Instead, consider smart alternatives like whole-wheat flour, fruit purees, maple syrup, dried fruit, and even spices. These ingredients can add fiber, flavor, vitamins, and minerals.
Look for recipes like those that already incorporate natural ingredients. But to experiment yourself, refer to “Smart Substitutions” at the bottom of this article for healthy options. Then get baking!
Flours and Grains
White flour is popular for baking, but it’s not the healthiest choice. Refined white flour has had 93 percent of its fiber removed, as well as most of its vitamin E. The bleaching process strips remaining nutrients, often leaving behind dubious residues.
Try using whole-wheat and other whole-grain flours instead. Experiment with a little at a time when substituting these, since the texture of the final product may vary with whole-grain flours. Also, look for recipes that include whole oats and oat flours. Both are excellent sources of fiber. Substitute whole oats (not instant) for up to one-third of the flour when baking breads, cakes, cookies, and muffins.
Natural sweeteners tend to have more vitamins and minerals than highly refined white sugar, and they’re easy to use. When choosing one, consider the flavor you wish the final product to have. Molasses will add a totally different taste—and color—than honey.
Here’s a list of some popular sweeteners and their benefits:
- Honey contains trace amounts of vitamins and minerals, as well as potentially beneficial enzymes. Since it’s twice as sweet as sugar, use half the amount of honey as you would sugar in a recipe. Decrease another liquid by one-fourth cup per cup of honey, and add a pinch of baking soda.
- Maple syrup is an old-fashioned favorite and contains trace amounts of vitamins B2, B5, and B6. Use three-fourths cup to replace one cup of sugar, and reduce another liquid in the recipe by three tablespoons.
- Blackstrap molasses is a byproduct of sugar refining and is rich in iron and minerals. Instead of one cup of sugar, use three-fourths cup molasses. Decrease another liquid by one-fourth cup, omit any baking powder, and add one-half teaspoon baking soda.

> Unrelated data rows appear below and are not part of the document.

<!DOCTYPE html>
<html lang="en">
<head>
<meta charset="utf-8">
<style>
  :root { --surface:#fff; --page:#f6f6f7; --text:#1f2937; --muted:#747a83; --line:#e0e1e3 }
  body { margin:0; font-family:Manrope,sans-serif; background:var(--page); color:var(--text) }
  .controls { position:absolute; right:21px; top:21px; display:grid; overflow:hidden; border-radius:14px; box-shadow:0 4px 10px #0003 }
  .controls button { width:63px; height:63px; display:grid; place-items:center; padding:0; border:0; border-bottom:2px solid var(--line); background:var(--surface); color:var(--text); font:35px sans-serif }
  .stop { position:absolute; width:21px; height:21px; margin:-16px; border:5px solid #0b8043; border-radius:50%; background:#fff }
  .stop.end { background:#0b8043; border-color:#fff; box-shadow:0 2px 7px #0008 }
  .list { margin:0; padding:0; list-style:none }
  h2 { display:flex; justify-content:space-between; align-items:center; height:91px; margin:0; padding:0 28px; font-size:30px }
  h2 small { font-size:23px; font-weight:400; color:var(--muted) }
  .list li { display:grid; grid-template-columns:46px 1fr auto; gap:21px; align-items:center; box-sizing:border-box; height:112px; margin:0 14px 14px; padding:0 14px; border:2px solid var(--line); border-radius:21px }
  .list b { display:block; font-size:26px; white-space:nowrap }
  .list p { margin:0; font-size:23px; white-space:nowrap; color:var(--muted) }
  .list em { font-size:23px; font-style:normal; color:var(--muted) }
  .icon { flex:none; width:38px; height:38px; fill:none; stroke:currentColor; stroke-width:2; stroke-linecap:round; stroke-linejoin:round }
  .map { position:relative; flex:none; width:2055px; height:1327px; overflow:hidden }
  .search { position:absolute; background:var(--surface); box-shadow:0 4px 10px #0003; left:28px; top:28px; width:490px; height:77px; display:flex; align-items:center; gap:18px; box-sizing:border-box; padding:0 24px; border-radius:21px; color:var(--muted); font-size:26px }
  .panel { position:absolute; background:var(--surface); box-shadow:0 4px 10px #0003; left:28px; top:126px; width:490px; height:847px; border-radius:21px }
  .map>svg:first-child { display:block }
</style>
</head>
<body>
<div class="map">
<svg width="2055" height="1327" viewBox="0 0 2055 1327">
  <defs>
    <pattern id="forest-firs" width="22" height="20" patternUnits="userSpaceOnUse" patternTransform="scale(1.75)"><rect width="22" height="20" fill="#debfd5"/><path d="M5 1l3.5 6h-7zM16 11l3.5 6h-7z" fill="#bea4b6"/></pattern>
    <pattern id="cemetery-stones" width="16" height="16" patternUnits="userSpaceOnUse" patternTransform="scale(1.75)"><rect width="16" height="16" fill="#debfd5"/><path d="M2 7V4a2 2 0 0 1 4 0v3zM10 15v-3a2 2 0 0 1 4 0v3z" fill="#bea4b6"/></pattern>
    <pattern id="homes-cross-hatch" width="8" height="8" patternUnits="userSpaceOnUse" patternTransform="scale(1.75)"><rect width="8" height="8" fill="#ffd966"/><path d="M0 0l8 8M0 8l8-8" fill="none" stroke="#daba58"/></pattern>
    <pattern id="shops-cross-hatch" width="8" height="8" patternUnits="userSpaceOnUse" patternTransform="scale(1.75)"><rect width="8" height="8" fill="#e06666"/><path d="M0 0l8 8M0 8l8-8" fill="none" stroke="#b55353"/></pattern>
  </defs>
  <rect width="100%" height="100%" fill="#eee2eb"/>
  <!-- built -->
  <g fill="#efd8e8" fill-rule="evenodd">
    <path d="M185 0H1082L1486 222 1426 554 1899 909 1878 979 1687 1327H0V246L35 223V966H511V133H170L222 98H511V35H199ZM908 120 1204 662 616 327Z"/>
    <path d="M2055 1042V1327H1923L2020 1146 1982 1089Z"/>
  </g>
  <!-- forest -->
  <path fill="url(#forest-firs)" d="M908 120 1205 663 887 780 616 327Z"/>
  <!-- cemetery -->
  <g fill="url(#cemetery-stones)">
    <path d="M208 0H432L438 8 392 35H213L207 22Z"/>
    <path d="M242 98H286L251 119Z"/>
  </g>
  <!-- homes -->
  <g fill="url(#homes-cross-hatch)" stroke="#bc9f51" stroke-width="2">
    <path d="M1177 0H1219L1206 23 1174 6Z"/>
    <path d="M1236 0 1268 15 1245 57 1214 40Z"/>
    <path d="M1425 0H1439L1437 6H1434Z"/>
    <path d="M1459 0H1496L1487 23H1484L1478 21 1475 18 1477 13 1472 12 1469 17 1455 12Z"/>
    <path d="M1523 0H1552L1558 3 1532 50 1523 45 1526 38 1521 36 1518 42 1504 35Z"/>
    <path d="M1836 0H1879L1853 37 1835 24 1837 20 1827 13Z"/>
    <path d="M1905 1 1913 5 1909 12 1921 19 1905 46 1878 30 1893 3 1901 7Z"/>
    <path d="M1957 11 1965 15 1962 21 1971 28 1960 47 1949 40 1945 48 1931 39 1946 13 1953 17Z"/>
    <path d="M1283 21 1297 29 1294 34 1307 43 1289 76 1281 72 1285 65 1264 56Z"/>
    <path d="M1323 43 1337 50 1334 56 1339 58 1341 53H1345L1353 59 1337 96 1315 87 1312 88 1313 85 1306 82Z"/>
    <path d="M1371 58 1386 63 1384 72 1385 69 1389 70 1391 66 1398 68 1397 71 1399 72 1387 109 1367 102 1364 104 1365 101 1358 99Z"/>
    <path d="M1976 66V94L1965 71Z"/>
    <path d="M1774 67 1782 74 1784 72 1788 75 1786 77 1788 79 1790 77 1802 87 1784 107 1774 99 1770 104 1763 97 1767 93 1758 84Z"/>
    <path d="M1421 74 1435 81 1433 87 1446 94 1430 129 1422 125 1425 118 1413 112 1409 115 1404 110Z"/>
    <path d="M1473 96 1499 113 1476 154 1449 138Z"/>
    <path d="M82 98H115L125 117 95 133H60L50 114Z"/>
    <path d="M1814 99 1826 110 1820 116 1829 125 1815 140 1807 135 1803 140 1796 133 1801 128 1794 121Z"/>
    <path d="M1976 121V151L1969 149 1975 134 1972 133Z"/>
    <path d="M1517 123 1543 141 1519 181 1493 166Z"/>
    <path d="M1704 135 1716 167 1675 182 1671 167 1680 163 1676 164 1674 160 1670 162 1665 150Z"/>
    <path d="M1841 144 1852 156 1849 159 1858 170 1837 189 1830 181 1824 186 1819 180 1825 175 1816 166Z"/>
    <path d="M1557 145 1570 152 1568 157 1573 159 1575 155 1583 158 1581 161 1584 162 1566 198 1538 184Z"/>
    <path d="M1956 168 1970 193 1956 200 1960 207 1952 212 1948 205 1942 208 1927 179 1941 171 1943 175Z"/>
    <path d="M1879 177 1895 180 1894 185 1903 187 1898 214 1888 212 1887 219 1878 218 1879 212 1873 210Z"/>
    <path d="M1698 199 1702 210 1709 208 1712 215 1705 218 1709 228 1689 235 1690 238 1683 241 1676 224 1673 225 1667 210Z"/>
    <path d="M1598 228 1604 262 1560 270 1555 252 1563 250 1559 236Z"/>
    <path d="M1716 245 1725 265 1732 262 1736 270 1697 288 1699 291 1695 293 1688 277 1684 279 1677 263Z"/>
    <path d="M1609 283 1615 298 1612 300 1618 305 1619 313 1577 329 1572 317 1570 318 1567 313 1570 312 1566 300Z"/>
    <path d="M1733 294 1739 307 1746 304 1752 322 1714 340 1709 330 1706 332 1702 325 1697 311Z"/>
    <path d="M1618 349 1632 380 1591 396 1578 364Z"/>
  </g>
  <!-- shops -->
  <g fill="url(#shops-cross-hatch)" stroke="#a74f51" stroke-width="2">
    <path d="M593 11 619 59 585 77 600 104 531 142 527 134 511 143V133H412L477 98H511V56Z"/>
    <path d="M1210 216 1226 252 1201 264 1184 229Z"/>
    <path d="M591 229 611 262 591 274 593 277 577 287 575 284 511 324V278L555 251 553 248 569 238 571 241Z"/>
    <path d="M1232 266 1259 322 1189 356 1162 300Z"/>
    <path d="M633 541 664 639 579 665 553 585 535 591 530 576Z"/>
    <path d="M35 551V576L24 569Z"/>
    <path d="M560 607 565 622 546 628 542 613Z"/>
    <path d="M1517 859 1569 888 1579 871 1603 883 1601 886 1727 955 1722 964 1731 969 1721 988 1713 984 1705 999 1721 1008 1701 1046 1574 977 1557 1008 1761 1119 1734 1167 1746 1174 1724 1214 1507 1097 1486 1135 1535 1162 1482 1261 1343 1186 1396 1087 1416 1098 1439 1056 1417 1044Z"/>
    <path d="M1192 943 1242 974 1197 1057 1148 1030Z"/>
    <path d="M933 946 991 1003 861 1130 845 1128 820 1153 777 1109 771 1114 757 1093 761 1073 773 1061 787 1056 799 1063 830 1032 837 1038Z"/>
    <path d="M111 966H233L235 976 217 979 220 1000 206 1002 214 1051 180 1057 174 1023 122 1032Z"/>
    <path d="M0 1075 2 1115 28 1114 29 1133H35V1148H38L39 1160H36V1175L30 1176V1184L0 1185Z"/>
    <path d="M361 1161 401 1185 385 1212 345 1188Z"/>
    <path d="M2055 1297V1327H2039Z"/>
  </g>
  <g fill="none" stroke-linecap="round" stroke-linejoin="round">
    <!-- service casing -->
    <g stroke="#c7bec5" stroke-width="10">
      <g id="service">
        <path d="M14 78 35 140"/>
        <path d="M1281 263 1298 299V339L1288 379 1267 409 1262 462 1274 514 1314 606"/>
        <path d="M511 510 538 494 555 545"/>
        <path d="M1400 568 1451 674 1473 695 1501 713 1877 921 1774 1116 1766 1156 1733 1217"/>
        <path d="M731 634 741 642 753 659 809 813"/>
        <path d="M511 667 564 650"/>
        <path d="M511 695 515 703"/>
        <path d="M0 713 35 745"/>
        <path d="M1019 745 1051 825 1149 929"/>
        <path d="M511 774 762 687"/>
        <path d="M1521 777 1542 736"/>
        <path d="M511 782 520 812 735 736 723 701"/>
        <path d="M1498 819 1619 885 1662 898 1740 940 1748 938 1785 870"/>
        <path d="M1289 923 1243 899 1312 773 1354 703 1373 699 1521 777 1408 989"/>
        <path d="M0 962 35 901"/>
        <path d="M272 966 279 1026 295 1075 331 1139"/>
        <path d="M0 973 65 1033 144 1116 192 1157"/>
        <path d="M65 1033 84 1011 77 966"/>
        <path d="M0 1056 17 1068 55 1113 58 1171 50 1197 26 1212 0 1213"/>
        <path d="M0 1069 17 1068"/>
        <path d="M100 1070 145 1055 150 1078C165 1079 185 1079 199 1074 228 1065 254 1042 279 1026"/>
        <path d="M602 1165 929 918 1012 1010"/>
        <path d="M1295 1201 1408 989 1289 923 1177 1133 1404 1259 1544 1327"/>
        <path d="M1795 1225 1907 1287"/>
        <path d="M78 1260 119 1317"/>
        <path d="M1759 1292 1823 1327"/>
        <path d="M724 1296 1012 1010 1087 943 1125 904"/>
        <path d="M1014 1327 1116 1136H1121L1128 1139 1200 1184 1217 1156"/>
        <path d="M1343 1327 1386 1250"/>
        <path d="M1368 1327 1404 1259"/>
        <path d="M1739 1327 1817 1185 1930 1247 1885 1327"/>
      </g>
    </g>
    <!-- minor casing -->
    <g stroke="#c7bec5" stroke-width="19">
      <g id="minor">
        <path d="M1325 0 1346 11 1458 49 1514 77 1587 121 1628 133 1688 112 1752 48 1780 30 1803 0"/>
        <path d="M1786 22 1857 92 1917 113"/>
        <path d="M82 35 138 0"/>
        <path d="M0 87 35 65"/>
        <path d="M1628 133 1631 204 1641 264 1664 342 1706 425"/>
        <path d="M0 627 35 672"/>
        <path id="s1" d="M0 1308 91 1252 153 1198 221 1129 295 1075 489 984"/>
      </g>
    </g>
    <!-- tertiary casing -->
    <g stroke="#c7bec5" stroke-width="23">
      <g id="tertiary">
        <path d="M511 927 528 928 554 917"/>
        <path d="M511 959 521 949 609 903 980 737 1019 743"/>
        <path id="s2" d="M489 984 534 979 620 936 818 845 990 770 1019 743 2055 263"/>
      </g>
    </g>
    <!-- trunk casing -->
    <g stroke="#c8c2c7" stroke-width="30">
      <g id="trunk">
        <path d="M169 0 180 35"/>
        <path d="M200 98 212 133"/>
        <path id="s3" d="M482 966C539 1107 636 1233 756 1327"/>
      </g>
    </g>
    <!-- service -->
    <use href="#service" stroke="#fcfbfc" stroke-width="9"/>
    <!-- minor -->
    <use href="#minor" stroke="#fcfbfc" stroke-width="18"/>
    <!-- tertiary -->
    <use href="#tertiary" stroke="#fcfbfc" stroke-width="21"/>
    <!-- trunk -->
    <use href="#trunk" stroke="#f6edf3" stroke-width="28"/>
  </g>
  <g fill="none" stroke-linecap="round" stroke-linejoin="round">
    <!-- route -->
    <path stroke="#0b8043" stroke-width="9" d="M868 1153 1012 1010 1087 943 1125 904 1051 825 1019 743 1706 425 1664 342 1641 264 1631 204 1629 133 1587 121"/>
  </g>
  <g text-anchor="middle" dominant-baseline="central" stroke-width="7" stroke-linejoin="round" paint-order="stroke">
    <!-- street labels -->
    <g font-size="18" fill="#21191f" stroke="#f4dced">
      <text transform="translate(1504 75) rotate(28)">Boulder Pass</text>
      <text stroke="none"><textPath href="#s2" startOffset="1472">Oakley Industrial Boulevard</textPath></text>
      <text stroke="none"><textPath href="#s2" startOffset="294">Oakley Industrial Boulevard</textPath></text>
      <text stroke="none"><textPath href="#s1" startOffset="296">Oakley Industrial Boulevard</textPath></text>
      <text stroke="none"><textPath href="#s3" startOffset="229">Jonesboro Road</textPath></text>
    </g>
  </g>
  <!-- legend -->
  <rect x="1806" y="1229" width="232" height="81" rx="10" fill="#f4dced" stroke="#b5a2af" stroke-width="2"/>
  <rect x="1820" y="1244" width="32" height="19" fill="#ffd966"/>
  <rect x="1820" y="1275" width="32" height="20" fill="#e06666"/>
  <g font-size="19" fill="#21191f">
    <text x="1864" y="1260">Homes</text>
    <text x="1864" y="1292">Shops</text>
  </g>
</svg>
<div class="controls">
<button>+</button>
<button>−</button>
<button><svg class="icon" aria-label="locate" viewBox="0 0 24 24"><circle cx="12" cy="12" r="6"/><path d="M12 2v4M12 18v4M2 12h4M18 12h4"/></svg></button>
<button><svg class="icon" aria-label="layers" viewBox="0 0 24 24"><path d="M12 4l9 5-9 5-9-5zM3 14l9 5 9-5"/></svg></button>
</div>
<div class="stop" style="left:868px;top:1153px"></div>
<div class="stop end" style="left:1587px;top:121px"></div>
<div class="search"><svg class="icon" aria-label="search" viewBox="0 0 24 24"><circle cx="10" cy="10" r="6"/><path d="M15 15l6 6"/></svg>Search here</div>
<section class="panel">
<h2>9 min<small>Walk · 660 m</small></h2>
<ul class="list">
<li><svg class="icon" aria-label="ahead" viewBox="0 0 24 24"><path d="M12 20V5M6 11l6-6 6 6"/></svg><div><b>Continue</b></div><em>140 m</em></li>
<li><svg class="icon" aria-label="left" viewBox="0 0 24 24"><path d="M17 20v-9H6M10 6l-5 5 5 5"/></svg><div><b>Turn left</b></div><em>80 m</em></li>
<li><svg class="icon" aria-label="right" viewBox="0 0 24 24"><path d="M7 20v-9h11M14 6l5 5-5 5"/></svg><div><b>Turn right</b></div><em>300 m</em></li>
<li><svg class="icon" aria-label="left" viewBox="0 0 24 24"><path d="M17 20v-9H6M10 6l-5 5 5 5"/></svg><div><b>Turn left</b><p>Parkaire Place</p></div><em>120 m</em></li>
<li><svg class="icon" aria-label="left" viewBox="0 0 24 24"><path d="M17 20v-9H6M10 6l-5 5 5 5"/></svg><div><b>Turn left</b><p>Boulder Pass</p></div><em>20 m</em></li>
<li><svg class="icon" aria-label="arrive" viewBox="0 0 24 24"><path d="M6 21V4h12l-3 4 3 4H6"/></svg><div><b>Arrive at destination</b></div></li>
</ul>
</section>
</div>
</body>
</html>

- Applesauce and other pureed fruits can replace some of the oils and sugars in baked goods. These natural sweeteners make the end product more moist and tender while adding fiber.
- Fruit juice concentrates are frozen products made by cooking down fruit juices. To use them in place of sugar, just substitute three-fourths cup of thawed juice concentrate for each cup of white sugar, and decrease the liquid in the recipe by three tablespoons.
After opening liquid sweeteners, store them in the refrigerator. Keep fruit juice concentrates frozen until ready to use.
Spices add distinct flavors to your baked goods. The flavors that spices add help to cut down on salt and sugar use, too, making low-fat eating tastier. You can reduce the amount of sweetener in fruit and dessert recipes by adding cinnamon, cloves, allspice, ginger, anise, or fennel.
When shopping for spices, look for organic varieties. Regularly discard spices that are over a year old since they lose some of their flavor and potency.
Adding dried fruits to baked foods is a smart way to increase fiber and flavor. Dried blueberries, cherries, or cranberries make healthy and tasty substitutes for raisins.
To rehydrate dried fruits, place them in a glass cup or bowl. Add boiling water or fruit juice.